Nvidia and other companies benefiting from the boom in artificial intelligence have been a major reason the S&P 500 has recently climbed to a record. Their explosion of profits has helped to propel the market despite worries about possible pain coming for the U.S. economy from tariffs and other policies of President Donald Trump.

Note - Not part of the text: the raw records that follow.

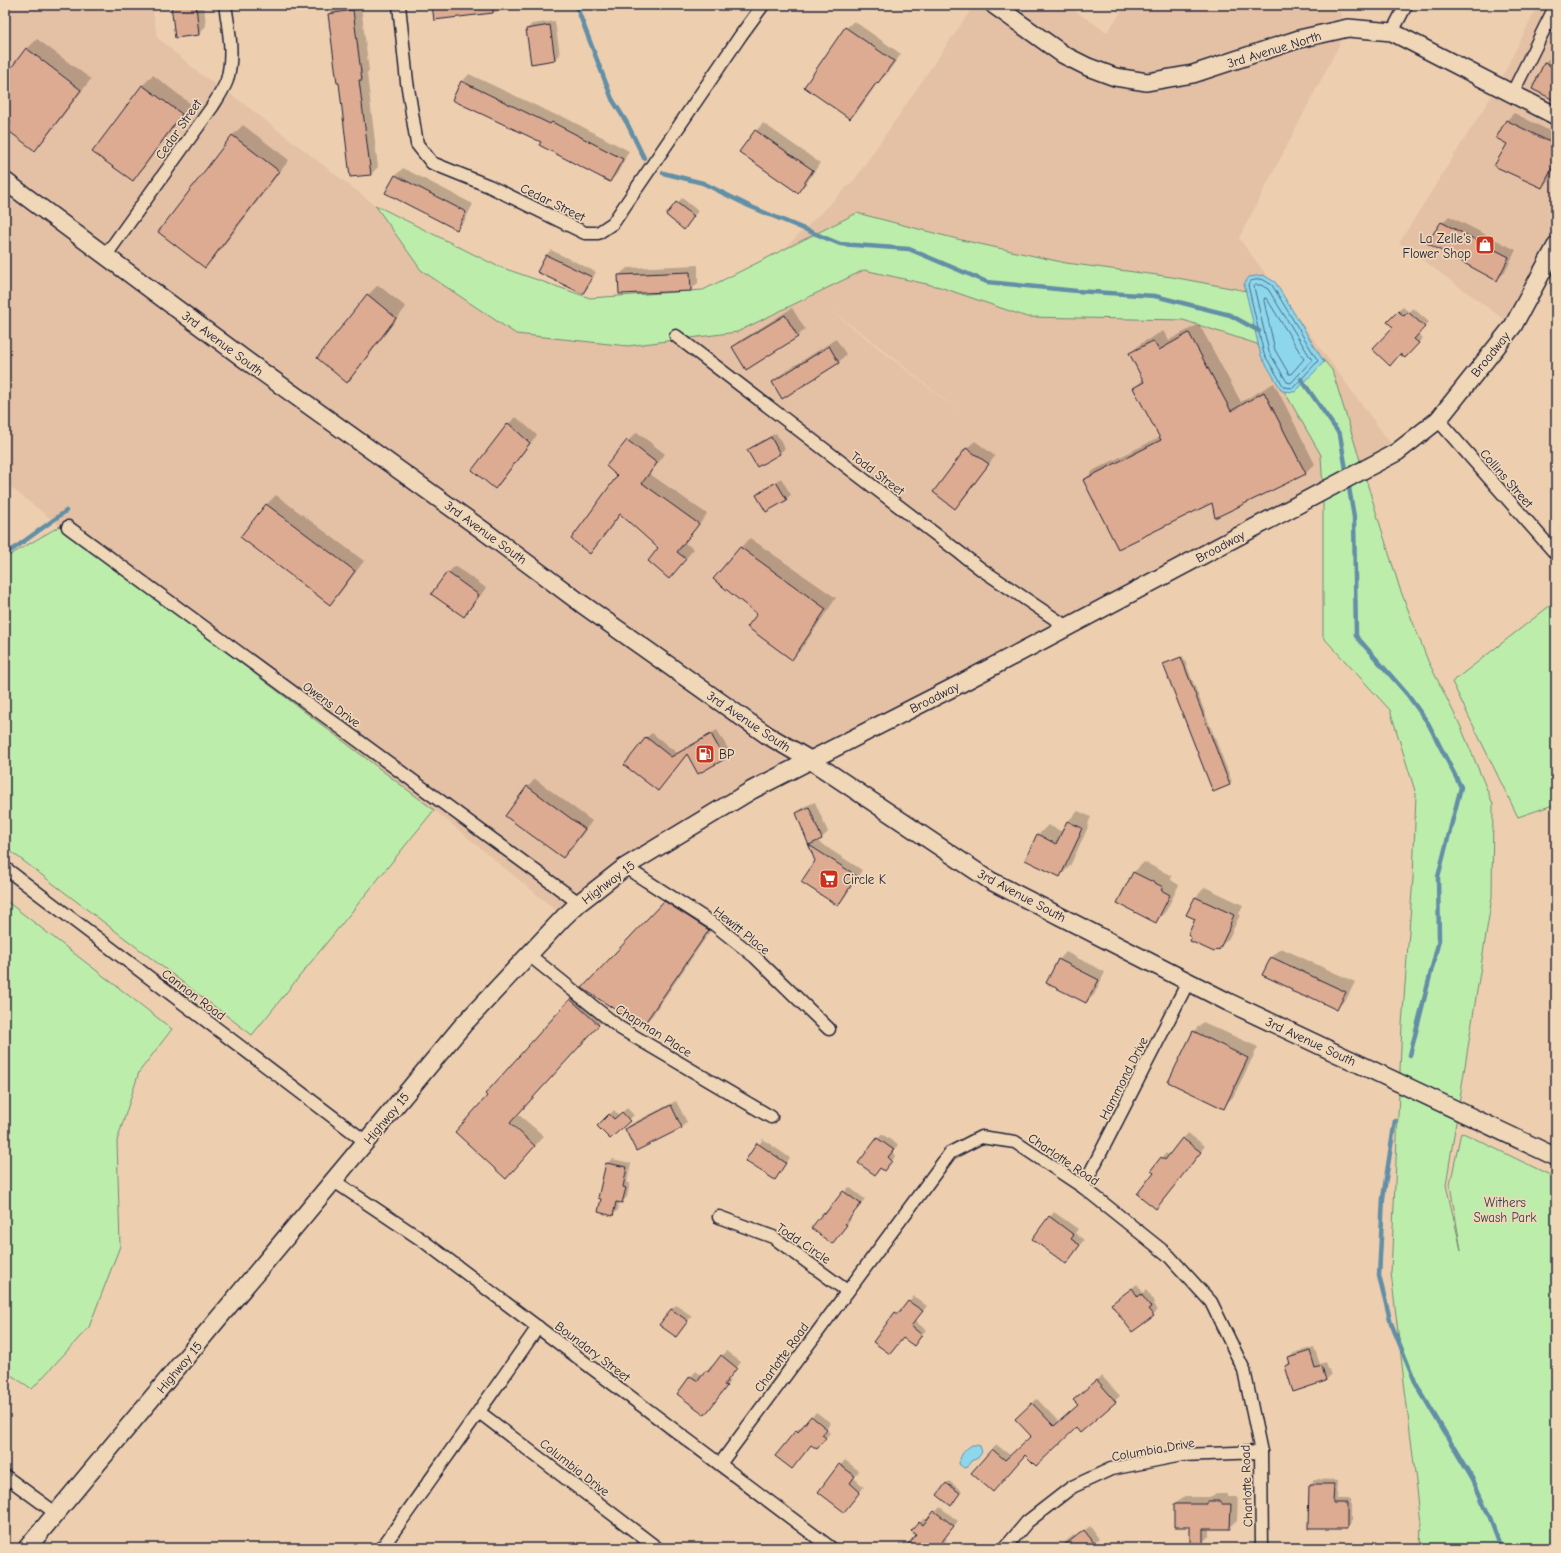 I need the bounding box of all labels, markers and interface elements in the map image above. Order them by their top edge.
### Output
street label: 3rd Avenue North [1225,28,1323,71]
street label: Cedar Street [152,95,205,162]
street label: Cedar Street [518,180,589,225]
place label: La Zelle's Flower Shop [1402,231,1471,261]
shop icon: La Zelle's Flower Shop [1474,234,1496,256]
street label: 3rd Avenue South [179,308,266,379]
street label: Broadway [1468,329,1513,380]
street label: Collins Street [1477,446,1537,512]
street label: Todd Street [848,448,908,499]
street label: 3rd Avenue South [442,498,530,567]
street label: Broadway [1193,527,1248,566]
street label: Owens Drive [300,679,364,731]
street label: Broadway [907,679,962,716]
street label: 3rd Avenue South [704,688,794,755]
fuel station icon: BP [694,743,716,765]
place label: BP [719,747,734,762]
street label: Highway 15 [579,858,638,907]
street label: 3rd Avenue South [975,866,1069,925]
supermarket icon: Circle K [818,868,840,890]
place label: Circle K [843,872,887,887]
street label: Hewitt Place [711,903,773,958]
street label: Cannon Road [159,966,228,1023]
street label: Chapman Place [613,1001,695,1060]
street label: 3rd Avenue South [1263,1014,1358,1069]
street label: Hammond Drive [1096,1034,1151,1122]
street label: Highway 15 [360,1089,412,1147]
street label: Charlotte Road [1025,1130,1102,1189]
park label: Withers Swash Park [1473,1195,1537,1225]
street label: Todd Circle [774,1220,834,1267]
street label: Boundary Street [552,1318,634,1385]
street label: Charlotte Road [751,1320,812,1395]
street label: Highway 15 [153,1338,205,1396]
street label: Columbia Drive [1110,1435,1196,1464]
street label: Columbia Drive [537,1436,613,1499]
street label: Charlotte Road [1238,1445,1255,1527]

The company’s journey to be one of the world's most prominent companies has produced some eye-popping numbers. Here’s a look.
$4.009 trillion
Nvidia’s total market value as of early Wednesday, tops in the S&P 500. It took over the No. 1 spot from Microsoft ($3.755 trillion) two weeks ago. Apple is the only other company with a market value above $3 trillion ($3.135 trillion). Two years ago, Nvidia’s market value in July 2023 was around $1.050 trillion.
1,000%
The approximate gain in Nvidia’s stock price since the start of 2023. A $100,000 investment in Nvidia two and a half years ago would now be worth more than $1,100,000. The shares are up about 22% so far this year.
$45 billion
Nvidia’s estimate for overall revenue in the May-July quarter, roughly in line with Wall Street estimates.
$8 billion
The estimated loss in sales for the quarter due to the U.S. government’s restrictions on Nvidia's chip sales to China.
$200 billion
Analysts’ estimate for Nvidia’s revenue for the fiscal year that ends in January 2026, according to FactSet. That would be more than 50% above its revenue for fiscal 2025 and more than three times its receipts from the year before that. By comparison, Microsoft's revenue for its fiscal year ended in June is estimated by analysts at $279 billion.
4 billion
The number of the latest iPhones one could buy with Nvidia’s $4 trillion market cap.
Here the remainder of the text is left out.